Silverman telephoned Downstairs Records, a popular deejay store on 6th Avenue and Forty-third Street, and was informed about their new
Breaks Room
. “I went down. It was a separate room about the size of a closet. There’s just a guy at a desk, and behind him is this strange selection of records: Bob James, the Monkees, Kraftwerk, the Incredible Bongo Band, Cerrone, Billy Squier, a certain record by the Eagles—all these records that seemingly had nothing to do with each other. But there’s this line of seventeen-year-old kids out the door—waiting to buy two copies of each!”
Knowing they were amateur deejays too young to have seen these records come out, Silverman asked, “How do you know which ones to buy?”
“We buy what Afrika Bambaataa plays,” replied a customer.
Bemused but curious, Silverman tracked down the mysterious name to a club in the Bronx.
“It was this crazy mélange of music: James Brown, Sly & the Family Stone, George Clinton—all this funk mixed with rock and disco and other things. But they were only playing four or eight bars and looping them.” Coming in as a reporter, Silverman was equally fascinated by the background story of Afrika Bambaataa, a reformed Black Spades gang member who began Zulu Nation, a community culture movement aiming to pacify and uplift New York’s ghettos. “There was still a lot of segregation back then and kids were getting killed. But break-dancing, graffiti, rapping, deejaying,” noted Silverman, “these were forms of expression available to people without any money.” Wanting to get Afrika Bambaataa’s electrifying performances on record, Silverman borrowed $5,000 from his parents and set up Tommy Boy in 1981. “I looked at Sugar Hill Records and realized you didn’t need to be a major label. You didn’t even need to be smart!”
Meanwhile, in downtown Manhattan, a new dance scene was rapidly evolving from where disco and punk had started. One eyewitness was Craig Kallman, who became the CEO of Atlantic Records in 2005. Kallman was a teenager at the time, sniffing around New York’s record stores, determined to get a deejay residency. “When the disco era died, it all moved downtown,” he explained. “It had been uptown with Studio 54, Xenon, and Copacabana, which were driven by the jet-set, celebrity crowd. But because living in New York City was more affordable back then, you had all these pockets on the Lower East and West Sides.” Multicultural, sociologically diverse, and distinctly seedy at the edges, these new hot spots were “black, white, Hispanic, gay, straight, transvestite. There were musicians, poets, painters, drug dealers, actors, journalists, you name it.”

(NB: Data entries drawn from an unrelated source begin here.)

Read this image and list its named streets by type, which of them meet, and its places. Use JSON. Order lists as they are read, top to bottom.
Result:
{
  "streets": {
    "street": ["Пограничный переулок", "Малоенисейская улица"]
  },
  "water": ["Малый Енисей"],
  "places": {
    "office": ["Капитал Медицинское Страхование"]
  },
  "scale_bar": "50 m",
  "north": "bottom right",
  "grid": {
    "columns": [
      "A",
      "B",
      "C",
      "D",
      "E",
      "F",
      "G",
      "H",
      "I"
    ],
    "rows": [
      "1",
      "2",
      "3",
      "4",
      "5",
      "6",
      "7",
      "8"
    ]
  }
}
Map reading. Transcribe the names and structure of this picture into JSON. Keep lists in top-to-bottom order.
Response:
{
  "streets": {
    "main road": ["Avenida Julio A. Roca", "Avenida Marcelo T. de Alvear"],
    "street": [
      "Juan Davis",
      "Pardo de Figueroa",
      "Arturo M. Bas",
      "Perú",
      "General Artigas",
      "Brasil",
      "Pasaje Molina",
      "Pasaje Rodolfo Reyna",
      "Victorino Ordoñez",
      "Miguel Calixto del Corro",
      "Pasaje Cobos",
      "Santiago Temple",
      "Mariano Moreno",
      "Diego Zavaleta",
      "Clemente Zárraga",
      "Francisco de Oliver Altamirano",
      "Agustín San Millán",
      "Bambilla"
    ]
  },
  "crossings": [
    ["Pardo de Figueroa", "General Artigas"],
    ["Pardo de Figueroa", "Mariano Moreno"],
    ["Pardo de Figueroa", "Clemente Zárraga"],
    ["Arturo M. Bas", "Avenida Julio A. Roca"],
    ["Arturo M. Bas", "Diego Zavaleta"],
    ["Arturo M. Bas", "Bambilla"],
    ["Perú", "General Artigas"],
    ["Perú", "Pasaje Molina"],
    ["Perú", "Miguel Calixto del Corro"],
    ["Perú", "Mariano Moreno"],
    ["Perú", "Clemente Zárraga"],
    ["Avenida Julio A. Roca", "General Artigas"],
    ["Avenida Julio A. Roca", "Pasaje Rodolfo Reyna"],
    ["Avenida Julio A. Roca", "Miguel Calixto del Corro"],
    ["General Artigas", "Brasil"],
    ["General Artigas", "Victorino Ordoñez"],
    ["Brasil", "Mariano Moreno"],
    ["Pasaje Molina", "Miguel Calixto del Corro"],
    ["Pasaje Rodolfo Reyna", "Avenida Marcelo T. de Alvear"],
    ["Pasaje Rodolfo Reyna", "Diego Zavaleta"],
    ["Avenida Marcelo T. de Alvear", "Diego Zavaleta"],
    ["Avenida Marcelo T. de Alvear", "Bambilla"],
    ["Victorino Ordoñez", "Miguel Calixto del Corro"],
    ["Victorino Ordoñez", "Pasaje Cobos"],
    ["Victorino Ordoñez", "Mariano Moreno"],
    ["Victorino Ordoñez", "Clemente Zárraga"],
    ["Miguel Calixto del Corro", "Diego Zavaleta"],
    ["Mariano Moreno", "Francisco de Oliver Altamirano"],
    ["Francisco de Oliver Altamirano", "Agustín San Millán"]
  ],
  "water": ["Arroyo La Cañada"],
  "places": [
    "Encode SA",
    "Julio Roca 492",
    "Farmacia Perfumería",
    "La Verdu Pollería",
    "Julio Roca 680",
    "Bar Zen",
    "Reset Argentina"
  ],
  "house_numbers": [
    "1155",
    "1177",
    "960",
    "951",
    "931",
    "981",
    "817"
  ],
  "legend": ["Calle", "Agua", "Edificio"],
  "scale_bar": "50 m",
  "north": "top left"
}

In addition to clubs like the punky Hurrah on West Sixty-second and the Loft-inspired Paradise Garage downtown, there was a new superclub on West Thirty-seventh Street capturing the very essence of the moment. Opened in 1979 by an adventurous German impresario named Rudolf Pieper, “Danceteria was the ultimate melting pot,” according to Kallman. Mixing European artiness with New York multiculturalism, “it had different deejays and musical themes on four distinct floors. I became a resident deejay on Friday and Saturday, trading nights with my compatriot, the legendary Mark Kamins.”